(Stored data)
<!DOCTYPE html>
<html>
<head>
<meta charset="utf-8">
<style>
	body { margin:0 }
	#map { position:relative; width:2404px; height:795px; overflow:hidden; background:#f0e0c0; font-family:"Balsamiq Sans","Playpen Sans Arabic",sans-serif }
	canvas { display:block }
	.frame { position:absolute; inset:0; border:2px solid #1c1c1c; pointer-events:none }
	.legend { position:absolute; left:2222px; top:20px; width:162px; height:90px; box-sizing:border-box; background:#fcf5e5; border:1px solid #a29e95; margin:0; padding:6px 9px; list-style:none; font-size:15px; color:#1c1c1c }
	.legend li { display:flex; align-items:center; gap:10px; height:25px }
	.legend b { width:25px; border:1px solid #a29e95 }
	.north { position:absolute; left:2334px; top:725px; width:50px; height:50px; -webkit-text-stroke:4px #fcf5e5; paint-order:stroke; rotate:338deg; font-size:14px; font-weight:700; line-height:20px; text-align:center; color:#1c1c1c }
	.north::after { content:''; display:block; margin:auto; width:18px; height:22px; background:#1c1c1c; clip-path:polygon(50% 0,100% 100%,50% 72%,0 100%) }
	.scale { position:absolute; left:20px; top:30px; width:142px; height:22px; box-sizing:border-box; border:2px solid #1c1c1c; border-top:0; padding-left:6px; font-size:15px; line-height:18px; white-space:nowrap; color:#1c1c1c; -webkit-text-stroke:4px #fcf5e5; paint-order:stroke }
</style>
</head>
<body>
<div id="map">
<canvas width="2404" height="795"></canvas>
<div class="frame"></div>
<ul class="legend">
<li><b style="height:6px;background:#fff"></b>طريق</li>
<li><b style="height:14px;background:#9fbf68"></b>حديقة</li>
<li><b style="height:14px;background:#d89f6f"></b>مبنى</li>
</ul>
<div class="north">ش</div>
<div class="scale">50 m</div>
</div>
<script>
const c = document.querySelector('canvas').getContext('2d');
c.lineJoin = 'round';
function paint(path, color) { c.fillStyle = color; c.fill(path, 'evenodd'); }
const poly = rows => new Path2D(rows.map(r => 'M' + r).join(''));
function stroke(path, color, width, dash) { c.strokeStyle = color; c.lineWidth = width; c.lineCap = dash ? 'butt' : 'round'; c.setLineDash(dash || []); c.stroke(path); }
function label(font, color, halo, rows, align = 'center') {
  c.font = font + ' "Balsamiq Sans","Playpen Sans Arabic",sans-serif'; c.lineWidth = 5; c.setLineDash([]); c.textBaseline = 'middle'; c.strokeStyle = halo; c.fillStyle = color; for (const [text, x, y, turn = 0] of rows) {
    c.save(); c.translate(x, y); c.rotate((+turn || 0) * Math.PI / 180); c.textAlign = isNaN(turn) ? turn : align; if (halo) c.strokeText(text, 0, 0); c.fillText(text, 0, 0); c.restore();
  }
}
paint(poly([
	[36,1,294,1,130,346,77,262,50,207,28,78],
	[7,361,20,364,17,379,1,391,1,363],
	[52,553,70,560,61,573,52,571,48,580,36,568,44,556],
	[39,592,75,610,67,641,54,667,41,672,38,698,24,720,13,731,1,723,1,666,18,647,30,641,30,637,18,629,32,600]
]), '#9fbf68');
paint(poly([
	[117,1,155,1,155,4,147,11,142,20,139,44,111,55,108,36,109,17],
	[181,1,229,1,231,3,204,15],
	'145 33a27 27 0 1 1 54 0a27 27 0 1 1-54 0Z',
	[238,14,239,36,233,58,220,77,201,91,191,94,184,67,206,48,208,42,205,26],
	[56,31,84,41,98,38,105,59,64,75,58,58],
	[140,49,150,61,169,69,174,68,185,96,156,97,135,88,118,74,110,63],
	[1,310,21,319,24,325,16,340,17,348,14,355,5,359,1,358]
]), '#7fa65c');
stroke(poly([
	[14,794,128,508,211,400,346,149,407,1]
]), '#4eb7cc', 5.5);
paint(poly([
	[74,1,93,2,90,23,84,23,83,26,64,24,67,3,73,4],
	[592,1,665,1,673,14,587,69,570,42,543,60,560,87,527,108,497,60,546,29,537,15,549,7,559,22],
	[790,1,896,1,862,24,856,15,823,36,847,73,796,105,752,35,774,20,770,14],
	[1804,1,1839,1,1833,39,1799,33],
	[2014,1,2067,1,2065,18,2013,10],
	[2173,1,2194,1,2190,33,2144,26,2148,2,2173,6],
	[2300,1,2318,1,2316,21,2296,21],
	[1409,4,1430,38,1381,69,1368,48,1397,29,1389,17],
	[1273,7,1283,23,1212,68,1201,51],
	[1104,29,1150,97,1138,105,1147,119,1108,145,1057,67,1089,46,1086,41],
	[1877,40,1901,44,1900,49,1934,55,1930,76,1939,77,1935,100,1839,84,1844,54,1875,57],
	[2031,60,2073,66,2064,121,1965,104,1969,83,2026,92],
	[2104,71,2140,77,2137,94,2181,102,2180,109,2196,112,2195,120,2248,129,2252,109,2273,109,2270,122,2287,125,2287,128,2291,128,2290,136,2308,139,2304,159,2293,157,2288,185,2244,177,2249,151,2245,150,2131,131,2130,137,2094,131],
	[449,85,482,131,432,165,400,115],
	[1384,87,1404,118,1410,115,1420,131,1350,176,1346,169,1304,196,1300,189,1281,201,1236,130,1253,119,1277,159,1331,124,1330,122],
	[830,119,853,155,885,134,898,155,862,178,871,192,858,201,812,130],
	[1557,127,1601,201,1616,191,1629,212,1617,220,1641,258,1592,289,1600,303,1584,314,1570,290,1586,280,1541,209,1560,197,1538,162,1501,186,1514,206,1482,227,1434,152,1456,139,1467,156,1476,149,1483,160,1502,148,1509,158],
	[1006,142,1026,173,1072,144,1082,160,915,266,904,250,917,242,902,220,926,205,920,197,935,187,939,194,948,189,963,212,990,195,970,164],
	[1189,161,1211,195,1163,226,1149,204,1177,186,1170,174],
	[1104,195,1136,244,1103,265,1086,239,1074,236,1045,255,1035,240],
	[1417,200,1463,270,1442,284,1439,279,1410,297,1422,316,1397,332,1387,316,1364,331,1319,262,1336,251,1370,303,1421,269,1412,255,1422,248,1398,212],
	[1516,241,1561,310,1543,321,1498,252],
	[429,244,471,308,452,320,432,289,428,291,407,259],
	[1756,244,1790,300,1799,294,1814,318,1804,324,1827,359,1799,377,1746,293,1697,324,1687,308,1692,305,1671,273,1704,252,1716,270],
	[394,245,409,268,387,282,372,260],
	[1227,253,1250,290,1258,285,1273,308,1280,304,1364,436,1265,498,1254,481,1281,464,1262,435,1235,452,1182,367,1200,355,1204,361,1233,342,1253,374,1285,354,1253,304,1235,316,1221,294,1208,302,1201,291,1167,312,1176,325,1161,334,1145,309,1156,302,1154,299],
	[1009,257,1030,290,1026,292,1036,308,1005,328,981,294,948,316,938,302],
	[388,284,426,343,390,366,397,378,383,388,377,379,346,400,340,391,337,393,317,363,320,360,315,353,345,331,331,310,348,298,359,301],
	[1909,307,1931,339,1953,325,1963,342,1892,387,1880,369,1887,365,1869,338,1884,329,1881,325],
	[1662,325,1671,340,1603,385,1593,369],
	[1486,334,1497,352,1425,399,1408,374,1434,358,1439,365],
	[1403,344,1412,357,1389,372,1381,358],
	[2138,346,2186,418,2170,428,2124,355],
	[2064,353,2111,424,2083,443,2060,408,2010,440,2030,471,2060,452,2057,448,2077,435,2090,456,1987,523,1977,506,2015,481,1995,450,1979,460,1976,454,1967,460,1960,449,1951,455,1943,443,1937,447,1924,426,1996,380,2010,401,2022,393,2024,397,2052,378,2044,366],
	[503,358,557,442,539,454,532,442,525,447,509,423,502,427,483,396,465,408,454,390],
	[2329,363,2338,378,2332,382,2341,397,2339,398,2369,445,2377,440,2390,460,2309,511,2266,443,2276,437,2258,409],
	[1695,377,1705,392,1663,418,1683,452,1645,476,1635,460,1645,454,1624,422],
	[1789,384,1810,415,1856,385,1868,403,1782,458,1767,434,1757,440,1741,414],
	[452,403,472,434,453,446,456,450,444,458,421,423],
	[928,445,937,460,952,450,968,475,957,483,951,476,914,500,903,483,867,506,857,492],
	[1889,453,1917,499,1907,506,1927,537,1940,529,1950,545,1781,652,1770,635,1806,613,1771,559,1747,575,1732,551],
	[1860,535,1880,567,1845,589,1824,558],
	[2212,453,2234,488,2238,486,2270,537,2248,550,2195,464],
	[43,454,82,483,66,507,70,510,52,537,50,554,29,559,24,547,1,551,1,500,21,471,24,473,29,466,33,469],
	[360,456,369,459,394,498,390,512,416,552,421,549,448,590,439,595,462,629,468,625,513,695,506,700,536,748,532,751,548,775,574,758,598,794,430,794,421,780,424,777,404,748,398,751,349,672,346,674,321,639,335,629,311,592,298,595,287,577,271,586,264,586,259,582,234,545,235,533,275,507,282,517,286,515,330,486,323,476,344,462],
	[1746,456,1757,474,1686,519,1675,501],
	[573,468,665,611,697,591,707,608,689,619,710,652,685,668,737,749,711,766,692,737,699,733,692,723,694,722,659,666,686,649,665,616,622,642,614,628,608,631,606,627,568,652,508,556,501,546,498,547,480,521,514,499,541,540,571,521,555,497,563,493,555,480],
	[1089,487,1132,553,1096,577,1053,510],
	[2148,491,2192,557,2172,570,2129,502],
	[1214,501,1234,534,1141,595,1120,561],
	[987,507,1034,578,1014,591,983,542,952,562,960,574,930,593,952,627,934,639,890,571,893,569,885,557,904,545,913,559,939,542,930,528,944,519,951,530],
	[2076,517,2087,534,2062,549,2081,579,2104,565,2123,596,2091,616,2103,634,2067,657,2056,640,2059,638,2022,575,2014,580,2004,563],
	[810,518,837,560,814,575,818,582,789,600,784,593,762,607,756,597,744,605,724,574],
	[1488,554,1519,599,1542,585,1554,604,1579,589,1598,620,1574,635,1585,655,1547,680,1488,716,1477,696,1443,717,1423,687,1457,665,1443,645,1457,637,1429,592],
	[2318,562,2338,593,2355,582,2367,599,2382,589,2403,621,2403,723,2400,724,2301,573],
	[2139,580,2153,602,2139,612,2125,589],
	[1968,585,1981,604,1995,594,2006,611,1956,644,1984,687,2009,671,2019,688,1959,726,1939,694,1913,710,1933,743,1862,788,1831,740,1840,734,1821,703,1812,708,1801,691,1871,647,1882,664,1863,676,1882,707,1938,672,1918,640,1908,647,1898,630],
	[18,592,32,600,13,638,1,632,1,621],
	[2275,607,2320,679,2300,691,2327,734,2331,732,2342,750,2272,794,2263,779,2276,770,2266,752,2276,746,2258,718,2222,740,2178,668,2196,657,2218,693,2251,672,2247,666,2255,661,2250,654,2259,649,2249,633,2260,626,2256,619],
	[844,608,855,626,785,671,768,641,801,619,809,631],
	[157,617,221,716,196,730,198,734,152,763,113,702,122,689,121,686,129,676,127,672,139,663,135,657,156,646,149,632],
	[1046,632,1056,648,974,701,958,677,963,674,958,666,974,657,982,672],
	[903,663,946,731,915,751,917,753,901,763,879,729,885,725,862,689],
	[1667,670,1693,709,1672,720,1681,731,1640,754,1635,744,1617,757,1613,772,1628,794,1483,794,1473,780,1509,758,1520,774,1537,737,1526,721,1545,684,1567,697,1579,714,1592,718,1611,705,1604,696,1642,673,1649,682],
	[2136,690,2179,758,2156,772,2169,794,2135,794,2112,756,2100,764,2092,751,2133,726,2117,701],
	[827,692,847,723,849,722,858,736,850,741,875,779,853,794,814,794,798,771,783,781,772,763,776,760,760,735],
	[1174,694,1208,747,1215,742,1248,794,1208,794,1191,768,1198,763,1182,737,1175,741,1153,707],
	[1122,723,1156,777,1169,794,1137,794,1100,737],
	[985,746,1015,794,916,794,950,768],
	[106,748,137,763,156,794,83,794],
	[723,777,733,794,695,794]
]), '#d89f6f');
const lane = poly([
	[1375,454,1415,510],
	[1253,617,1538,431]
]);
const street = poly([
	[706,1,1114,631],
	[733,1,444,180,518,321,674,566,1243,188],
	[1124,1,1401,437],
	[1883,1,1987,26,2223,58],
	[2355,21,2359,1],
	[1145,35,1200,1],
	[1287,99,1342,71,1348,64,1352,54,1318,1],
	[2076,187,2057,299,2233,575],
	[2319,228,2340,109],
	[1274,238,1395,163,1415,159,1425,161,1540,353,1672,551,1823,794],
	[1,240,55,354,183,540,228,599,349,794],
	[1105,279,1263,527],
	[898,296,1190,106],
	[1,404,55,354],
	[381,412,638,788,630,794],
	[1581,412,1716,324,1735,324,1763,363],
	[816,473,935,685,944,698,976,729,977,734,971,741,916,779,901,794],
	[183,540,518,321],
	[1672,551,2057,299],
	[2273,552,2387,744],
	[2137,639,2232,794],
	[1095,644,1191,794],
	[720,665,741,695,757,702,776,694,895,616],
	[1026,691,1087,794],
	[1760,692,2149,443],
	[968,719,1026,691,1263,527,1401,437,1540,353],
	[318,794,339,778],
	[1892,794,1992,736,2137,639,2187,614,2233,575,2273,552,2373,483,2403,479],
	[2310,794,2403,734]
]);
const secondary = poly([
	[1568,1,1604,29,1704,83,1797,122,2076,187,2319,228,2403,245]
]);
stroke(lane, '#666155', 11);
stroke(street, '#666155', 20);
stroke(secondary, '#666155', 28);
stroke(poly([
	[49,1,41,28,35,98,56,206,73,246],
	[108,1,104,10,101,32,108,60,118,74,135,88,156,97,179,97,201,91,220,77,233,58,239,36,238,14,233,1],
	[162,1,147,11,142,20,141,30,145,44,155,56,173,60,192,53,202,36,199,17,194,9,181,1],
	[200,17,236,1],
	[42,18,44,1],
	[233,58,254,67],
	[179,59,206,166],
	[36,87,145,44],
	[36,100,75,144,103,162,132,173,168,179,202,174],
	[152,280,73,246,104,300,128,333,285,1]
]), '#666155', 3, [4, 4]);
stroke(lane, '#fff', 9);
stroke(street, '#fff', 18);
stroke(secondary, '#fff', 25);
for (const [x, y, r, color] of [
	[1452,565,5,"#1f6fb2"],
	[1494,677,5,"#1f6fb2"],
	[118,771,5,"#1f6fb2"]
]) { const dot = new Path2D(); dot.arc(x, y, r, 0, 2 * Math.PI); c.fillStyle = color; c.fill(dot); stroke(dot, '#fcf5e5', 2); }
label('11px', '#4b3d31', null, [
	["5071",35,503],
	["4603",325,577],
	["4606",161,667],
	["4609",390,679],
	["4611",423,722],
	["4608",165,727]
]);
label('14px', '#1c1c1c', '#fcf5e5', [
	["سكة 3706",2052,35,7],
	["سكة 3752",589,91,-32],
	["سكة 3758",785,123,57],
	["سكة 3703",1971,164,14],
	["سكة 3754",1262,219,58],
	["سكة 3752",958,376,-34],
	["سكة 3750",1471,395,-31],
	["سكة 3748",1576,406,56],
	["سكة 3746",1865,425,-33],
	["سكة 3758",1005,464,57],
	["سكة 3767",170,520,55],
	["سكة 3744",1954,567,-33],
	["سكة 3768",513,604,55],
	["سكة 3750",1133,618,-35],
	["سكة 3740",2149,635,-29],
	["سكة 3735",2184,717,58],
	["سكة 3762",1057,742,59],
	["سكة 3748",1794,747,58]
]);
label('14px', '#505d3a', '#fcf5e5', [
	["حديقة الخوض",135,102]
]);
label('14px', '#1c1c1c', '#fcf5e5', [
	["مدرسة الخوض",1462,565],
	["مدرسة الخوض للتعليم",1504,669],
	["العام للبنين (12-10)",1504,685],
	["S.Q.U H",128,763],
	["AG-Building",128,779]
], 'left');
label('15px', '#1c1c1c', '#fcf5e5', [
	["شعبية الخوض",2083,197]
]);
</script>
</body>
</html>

WHAT THIS TASK INVOLVES
Please work out how many lines in the data include "strokeStyle"; write that number only.

THE COMPLETED TASK
2